When I was 16, I moved back to India to finish high school. My insanity had subsided to a dormant thud in the back of my head, resurfacing only once in a while when particularly inspired, and otherwise overshadowed by adolescent existential dread (trust me, it’s a thing) and the fear of the future. Admittedly selfishly, I didn’t care about creating revolutions anymore. I just wanted to get an A in my French quiz, and maybe catch 8 hours of sleep that night. At this point, TED creeped back into my life in the most unexpected way possible.

“Do none of you know how to talk!?”, my debate coach had yelled at us one day after a session of abysmal practice. I had dozed off in the front row next to my friend, and both of us were jolted awake by the harsh alarm. “What is he saying?”, both of us stared on in bewilderment as he walked over to his computer muttering angrily to himself, and turned on a TED Talk saying “Let me show you what public speaking is!” In a dimly lit room, looking at the familiar red sign, among wide-eyed people, a lot of whom were seeing it for the first time, the feeling flooded back. “We need this” was all I remember thinking to myself, and then to my friend. “Do you think we should organise a TEDx conference in school?” “Let’s do it,” was his response, “I don’t have much going on.”

The year after that was a blur. But oh, what a satisfying one. We went to the very teacher who yelled at us for not knowing how to talk and requested for him to be our mentor. Between countless meetings, late night Skype calls and “my speaker has a bad throat!” crises, we pulled through. A bunch of 16-year olds with no knowledge of anything and a teacher and a high school principal who could have definitely done without the added stress. August 20th, 2015. The date is unforgettable, and so is the moment of walking up onto stage to give a speech as the Licensee and Co-Organiser of TEDxPWS 2015. It felt good, like something, somewhere had fallen into place.

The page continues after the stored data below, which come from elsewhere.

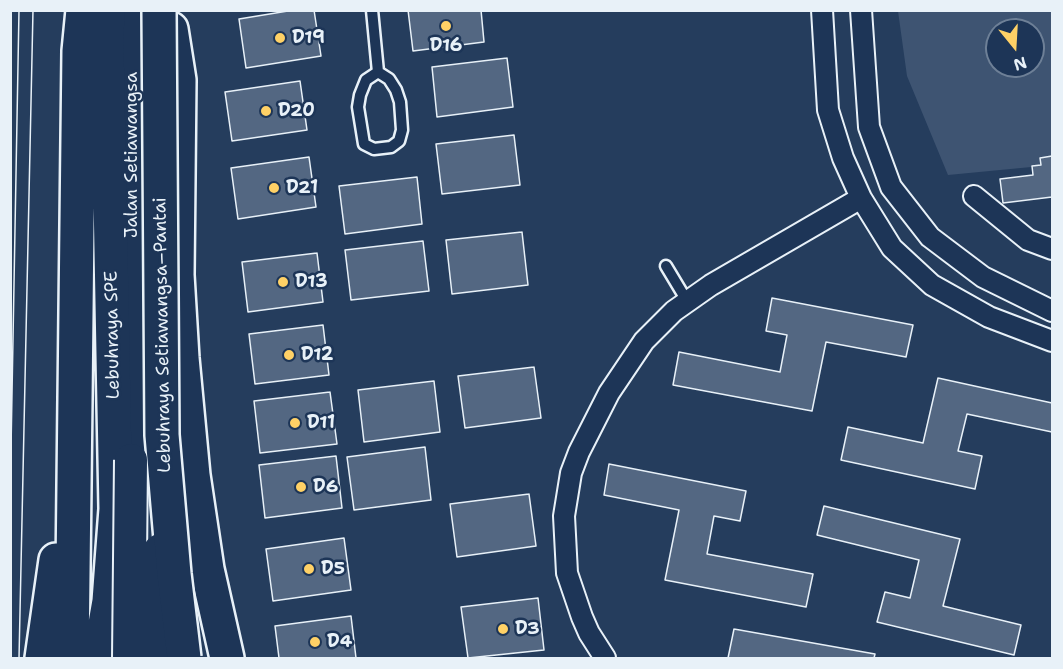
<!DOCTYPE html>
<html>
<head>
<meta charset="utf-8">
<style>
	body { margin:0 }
	#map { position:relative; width:1063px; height:669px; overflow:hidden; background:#253d5d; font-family:"Shantell Sans",sans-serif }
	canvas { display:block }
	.frame { position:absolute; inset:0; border:12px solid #e8f1f8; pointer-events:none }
	.north { position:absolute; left:985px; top:18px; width:60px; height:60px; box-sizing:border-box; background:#1d3557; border:2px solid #6e8097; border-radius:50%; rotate:162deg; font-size:16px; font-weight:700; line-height:24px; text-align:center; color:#e8f1f8 }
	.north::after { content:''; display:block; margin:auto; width:21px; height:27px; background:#ffd166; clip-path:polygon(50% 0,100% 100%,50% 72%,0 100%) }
</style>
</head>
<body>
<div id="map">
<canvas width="1063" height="669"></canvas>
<div class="frame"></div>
<div class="north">N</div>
</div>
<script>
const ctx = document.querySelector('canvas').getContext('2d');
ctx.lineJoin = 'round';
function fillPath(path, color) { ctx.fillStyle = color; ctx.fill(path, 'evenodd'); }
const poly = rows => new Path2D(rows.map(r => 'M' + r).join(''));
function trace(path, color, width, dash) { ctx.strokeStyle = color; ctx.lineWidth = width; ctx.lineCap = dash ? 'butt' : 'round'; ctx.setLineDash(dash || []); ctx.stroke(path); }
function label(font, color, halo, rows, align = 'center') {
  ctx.font = font + ' "Shantell Sans",sans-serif'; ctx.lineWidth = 5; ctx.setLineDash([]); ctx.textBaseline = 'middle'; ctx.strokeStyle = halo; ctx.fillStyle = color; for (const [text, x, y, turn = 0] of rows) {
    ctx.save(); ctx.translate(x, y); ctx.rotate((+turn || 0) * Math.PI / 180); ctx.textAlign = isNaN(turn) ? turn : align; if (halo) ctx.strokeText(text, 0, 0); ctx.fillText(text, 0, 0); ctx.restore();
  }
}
fillPath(poly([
	[898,11,1052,11,1052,165,948,175,907,76],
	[997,30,1033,30,1033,66,997,66]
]), '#3e5472');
const building = poly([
	[294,10,314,10,321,56,246,68,239,19,294,10],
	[408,10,481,10,484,42,413,51,408,10],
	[507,58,513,107,437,117,432,67,507,58],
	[300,81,307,130,232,141,225,92,300,81],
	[514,135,520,185,442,194,436,144,514,135],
	[1052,156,1052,197,1003,203,1000,179,1033,175,1032,166,1041,165,1040,158,1052,156],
	[309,157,316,207,238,219,231,168,309,157],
	[417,177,422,224,345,234,339,186,417,177],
	[522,232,528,285,452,294,446,240,522,232],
	[423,241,429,291,351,300,345,250,423,241],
	[317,253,323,302,248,312,242,262,317,253],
	[772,298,913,325,906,357,826,342,812,411,673,385,679,352,780,372,787,335,766,331,772,298],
	[323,325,329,375,255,384,249,334,323,325],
	[534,367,541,418,465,428,458,376,534,367],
	[938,378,1052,403,1052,432,967,414,958,451,982,456,975,489,841,460,848,427,923,443,938,378],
	[434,381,440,432,364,442,358,390,434,381],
	[330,392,337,444,260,453,254,401,330,392],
	[425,447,431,500,354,510,347,457,425,447],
	[336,456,342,508,265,518,259,465,336,456],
	[609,464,746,491,740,521,714,516,707,554,813,574,806,607,665,580,679,510,604,495,609,464],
	[529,494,536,546,457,557,450,504,529,494],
	[824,506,960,539,943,606,1021,625,1014,655,877,622,885,592,910,598,919,560,817,535,824,506],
	[344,538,351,590,273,601,266,549,344,538],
	[538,598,544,650,468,658,461,607,538,598],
	[351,616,356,658,279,658,275,626,351,616],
	[734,629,875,654,874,658,728,658,734,629]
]);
fillPath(building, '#536782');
trace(building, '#e8f1f8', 1.5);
const lane = poly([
	[372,10,378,72],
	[378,72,389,79,396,90,400,102,402,130,399,141,391,147,374,149,364,144,358,107,360,95,366,80,378,72],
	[666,266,687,301]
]);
const street = poly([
	[822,10,828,110,843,158,861,198,892,248,932,285,989,317,1052,341],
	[861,10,869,127,891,187,930,237,983,277,1052,311],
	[974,196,1028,240,1052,249],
	[605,658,589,633,582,617,567,573,564,516,571,473,579,452,609,393,644,341,674,311,711,285,861,198]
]);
const primary = poly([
	[131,460,132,10]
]);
const highway = poly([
	[171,29,179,80,177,275,182,358,193,475,207,569,227,658],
	[42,658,56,560],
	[72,658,79,51,83,10],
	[99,658,109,601,116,509,107,42,108,10]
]);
trace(lane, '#e8f1f8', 15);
trace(street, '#e8f1f8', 24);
trace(primary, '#e8f1f8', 36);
trace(highway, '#e8f1f8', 38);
trace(lane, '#1d3557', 10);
trace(street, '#1d3557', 20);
trace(primary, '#1d3557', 32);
trace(highway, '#1d3557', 33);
trace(poly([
	[10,503,19,10],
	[19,658,33,10]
]), '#e8f1f8', 1.5);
const primaryBridge = poly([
	[129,658,131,460],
	[160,658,160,550]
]);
const highwayBridge = poly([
	[159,10,162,435,174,574,184,658]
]);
trace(primaryBridge, '#e8f1f8', 36, []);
trace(highwayBridge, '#e8f1f8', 38, []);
trace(primaryBridge, '#1d3557', 32);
trace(highwayBridge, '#1d3557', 33);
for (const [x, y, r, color] of [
	[446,26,6,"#ffd166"],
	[280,38,6,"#ffd166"],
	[266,111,6,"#ffd166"],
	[274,188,6,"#ffd166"],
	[283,282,6,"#ffd166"],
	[289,355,6,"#ffd166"],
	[295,423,6,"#ffd166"],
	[301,487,6,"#ffd166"],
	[309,569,6,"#ffd166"],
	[503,629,6,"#ffd166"],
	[315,642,6,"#ffd166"]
]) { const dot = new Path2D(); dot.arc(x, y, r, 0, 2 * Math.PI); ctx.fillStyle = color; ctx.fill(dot); trace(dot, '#1d3557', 2); }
label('bold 18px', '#e8f1f8', '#1d3557', [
	["D19",292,38],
	["D16",446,46,"center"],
	["D20",278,111],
	["D21",286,188],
	["D13",295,282],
	["D12",301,355],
	["D11",307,423],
	["D6",313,487],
	["D5",321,569],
	["D3",515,629],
	["D4",327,642]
], 'left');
label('18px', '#e8f1f8', '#1d3557', [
	["Jalan Setiawangsa",132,155,-90],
	["Lebuhraya SPE",113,335,-91],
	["Lebuhraya Setiawangsa–Pantai",163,335,-91]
]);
</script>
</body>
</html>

The next summer, I got an email from TED. TEDxPWS had been recognized as a successful conference in India, and I had been selected as the youngest TEDxChange Scholar. I was invited to attend TEDWomen 2016 in San Francisco, and represent my conference. As I impatiently waited for the days to come close, I’m sure the 12-year old in me must’ve passed out at least a hundred times. “Is this happening? Is this happening? Really!?” Suffice to say, I lose all proficiency in communication when I’m emotional.

San Francisco changed my life, in ways more than one. I made friends I’m never going to lose touch with, I realized the value of family and friends back home, and I was introduced to a world which was so different from what I am used to. In a world where every direction you turn poses a new problem, insecurity or threat — religious, social, political, economic or racial — walking into the world of TED is a world of hope. It’s a world of solutions, progress, growth. A world where you learn to take your problems, and instead of internalizing them, you play with them. You dissect them, think about them, discuss them, and by the end of it, figure out how to fix it in your own tiny way.

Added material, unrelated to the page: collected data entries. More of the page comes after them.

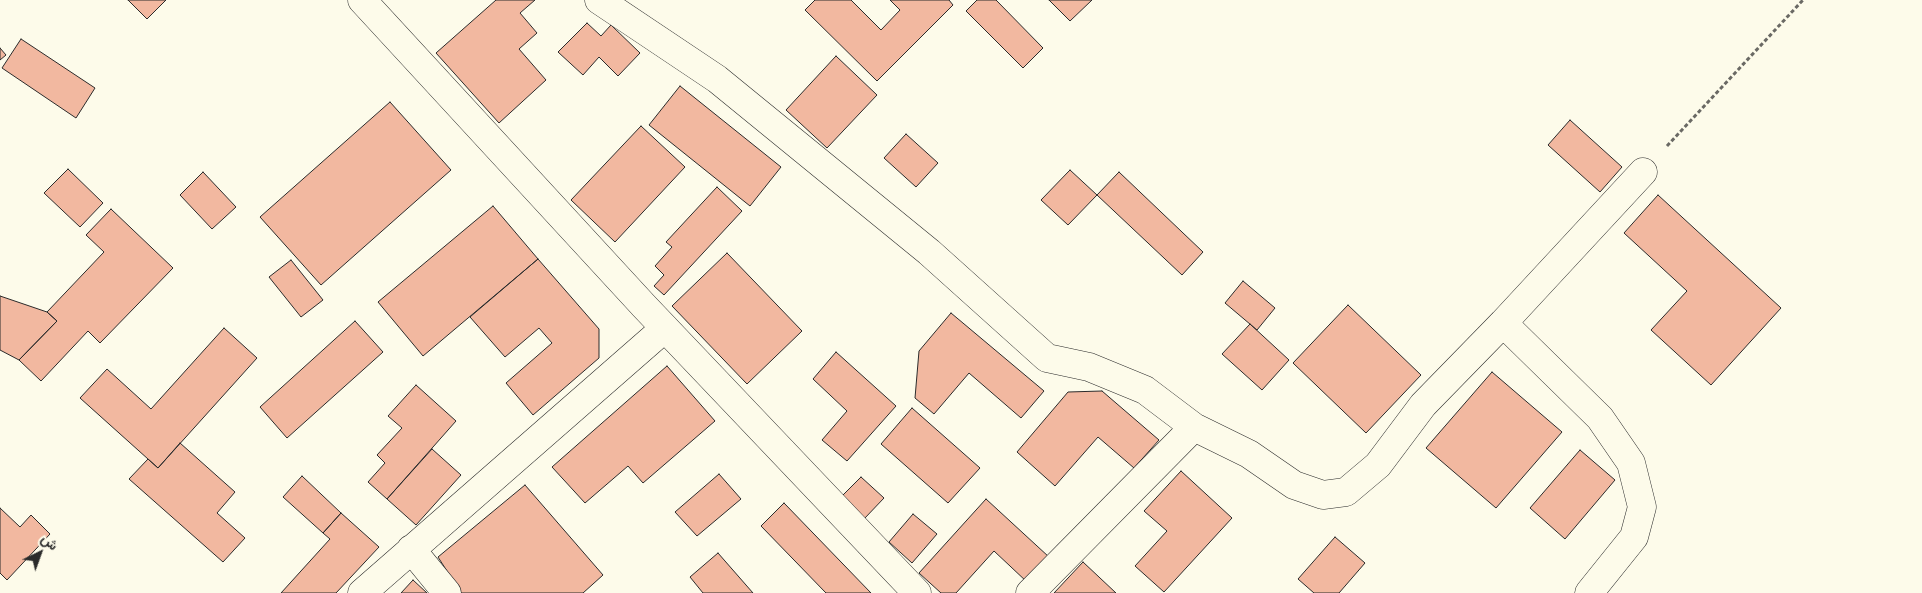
<!DOCTYPE html>
<meta charset="utf-8">
<style>
body{margin:0}
#map{position:relative;width:1922px;height:593px;overflow:hidden;background:#fdfbea;font-family:Montserrat,Vazirmatn,sans-serif}
canvas{display:block}
.north{position:absolute;left:15px;top:528px;width:50px;height:50px;-webkit-text-stroke:4px #fdfbea;paint-order:stroke;rotate:42deg;font-size:14px;font-weight:700;line-height:20px;text-align:center;color:#2b2b2b}
.north::after{content:'';display:block;margin:auto;width:18px;height:22px;background:#2b2b2b;clip-path:polygon(50% 0,100% 100%,50% 72%,0 100%)}
</style>
<div id="map">
<canvas width="1922" height="593"></canvas>
<div class="north">ش</div>
</div>
<script>
const c = document.querySelector('canvas').getContext('2d');
c.lineJoin = 'round';
function fillPath(path, color) { c.fillStyle = color; c.fill(path, 'evenodd'); }
const toPath = rows => new Path2D(rows.map(r => 'M' + r).join(''));
function strokePath(path, color, width, dash) { c.strokeStyle = color; c.lineWidth = width; c.lineCap = dash ? 'butt' : 'round'; c.setLineDash(dash || []); c.stroke(path); }
const building = toPath([
 [128,0,166,0,147,19,128,0],
 [496,0,535,0,520,13,537,33,519,49,546,80,499,123,436,53,496,0],
 [815,0,851,0,881,30,900,10,890,0,949,0,953,5,877,81,805,10,815,0],
 [977,0,996,0,1043,48,1023,68,966,11,977,0],
 [1049,0,1092,0,1070,21,1049,0],
 [587,23,601,36,611,25,640,53,618,76,599,57,583,75,558,52,587,23],
 [21,39,95,88,76,118,2,68,21,39],
 [0,48,6,55,0,60,0,48],
 [836,56,877,95,827,148,786,110,836,56],
 [680,86,781,167,750,206,649,125,680,86],
 [390,102,451,170,321,285,260,217,390,102],
 [1570,120,1622,167,1600,192,1548,145,1570,120],
 [641,126,685,167,615,242,571,200,641,126],
 [906,134,938,163,916,187,884,158,906,134],
 [68,169,103,203,80,227,44,193,68,169],
 [1070,170,1097,195,1068,225,1041,200,1070,170],
 [203,172,236,207,212,229,180,195,203,172],
 [1119,172,1203,252,1182,275,1097,195,1119,172],
 [717,187,742,211,664,295,654,286,664,275,655,266,672,247,666,242,717,187],
 [1658,195,1781,308,1711,385,1651,330,1687,291,1624,233,1658,195],
 [493,206,538,259,423,356,378,302,493,206],
 [111,209,173,268,100,343,88,331,41,381,19,360,57,321,47,312,104,252,86,235,111,209],
 [727,253,802,331,747,384,672,306,727,253],
 [538,259,599,329,599,358,533,415,506,383,552,343,539,328,505,357,470,317,538,259],
 [291,260,323,300,301,317,269,277,291,260],
 [1243,281,1275,308,1257,330,1225,303,1243,281],
 [0,296,47,312,57,321,19,360,0,350,0,296],
 [1348,305,1421,375,1366,433,1293,363,1348,305],
 [951,313,1044,391,1021,418,969,373,934,414,915,398,919,351,951,313],
 [355,321,383,352,287,438,260,407,355,321],
 [1250,324,1289,360,1262,390,1222,354,1250,324],
 [224,328,257,358,158,468,80,398,107,369,151,409,224,328],
 [836,352,896,406,847,461,822,440,847,411,813,379,836,352],
 [667,366,715,421,643,483,628,466,585,503,552,467,667,366],
 [1492,372,1562,432,1496,508,1426,448,1492,372],
 [416,385,456,421,387,499,368,482,385,463,377,455,402,428,388,416,416,385],
 [1102,391,1159,440,1134,468,1098,437,1055,486,1017,452,1068,392,1102,391],
 [912,408,980,468,948,503,881,444,912,408],
 [180,443,235,492,217,513,245,538,223,562,129,479,148,459,158,468,180,443],
 [432,449,461,475,416,525,387,499,432,449],
 [1580,450,1615,480,1565,539,1530,508,1580,450],
 [1181,471,1232,518,1164,592,1135,566,1167,531,1144,511,1181,471],
 [719,474,741,499,697,536,675,512,719,474],
 [302,476,341,513,323,533,283,497,302,476],
 [861,477,884,498,864,519,841,497,861,477],
 [525,485,603,575,583,593,461,593,438,557,525,485],
 [986,499,1049,557,1027,582,994,551,956,593,941,593,919,573,986,499],
 [784,503,871,593,826,593,761,526,784,503],
 [0,508,20,527,31,515,50,534,7,580,0,573,0,508],
 [341,513,379,547,336,593,281,593,330,539,323,533,341,513],
 [913,514,937,534,912,563,889,542,913,514],
 [1335,537,1365,563,1339,593,1314,593,1298,579,1335,537],
 [718,553,753,593,703,593,690,577,718,553],
 [1083,562,1116,593,1054,593,1083,562],
 [413,580,427,593,401,593,413,580]
]);
const path = toPath([
 [1667,146,1803,0]
]);
const street = toPath([
 [362,0,644,306,917,593],
 [599,0,717,79,929,252,1047,358,1089,367,1145,390,1194,427,1249,454,1294,485,1323,495,1346,492,1378,465,1423,405,1503,323,1643,172],
 [1503,323,1600,418,1631,463,1642,507,1634,537,1589,593],
 [411,549,447,593],
 [362,593,665,328],
 [1030,593,1194,427]
]);
fillPath(building, '#f2b8a0');
strokePath(building, '#2b2b2b', 1);
strokePath(street, '#2b2b2b', 29);
strokePath(path, '#6a6964', 3, [4, 2.5]);
strokePath(street, '#fdfbea', 28);
</script>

Today, as a second-year undergraduate student, I’m organizing my second TEDx conference at my college: TEDxAshokaUniversity. And as we go through the same process of our ups and downs, and the endless number of challenges that come with organizing anything, all it takes to get me back on track is the feeling I had that day when I stepped onto a TEDx stage for the first time. The first time I walked into a room full of Change Scholars. The moment my teacher turned on a TED Talk in that classroom. The moment I watched my first TED Talk, and felt like the world can change. And that I want to be a part of that.

As TEDx Organisers, I sometimes feel like that is our ultimate motive. We take this initiative because we want our community to see the world through the same lens we can: one of exploration, ideas, revolutions, craziness, beauty and the ever-needed: hope. Hope that one day, everyone can feel the same way we feel, when they see the world around them.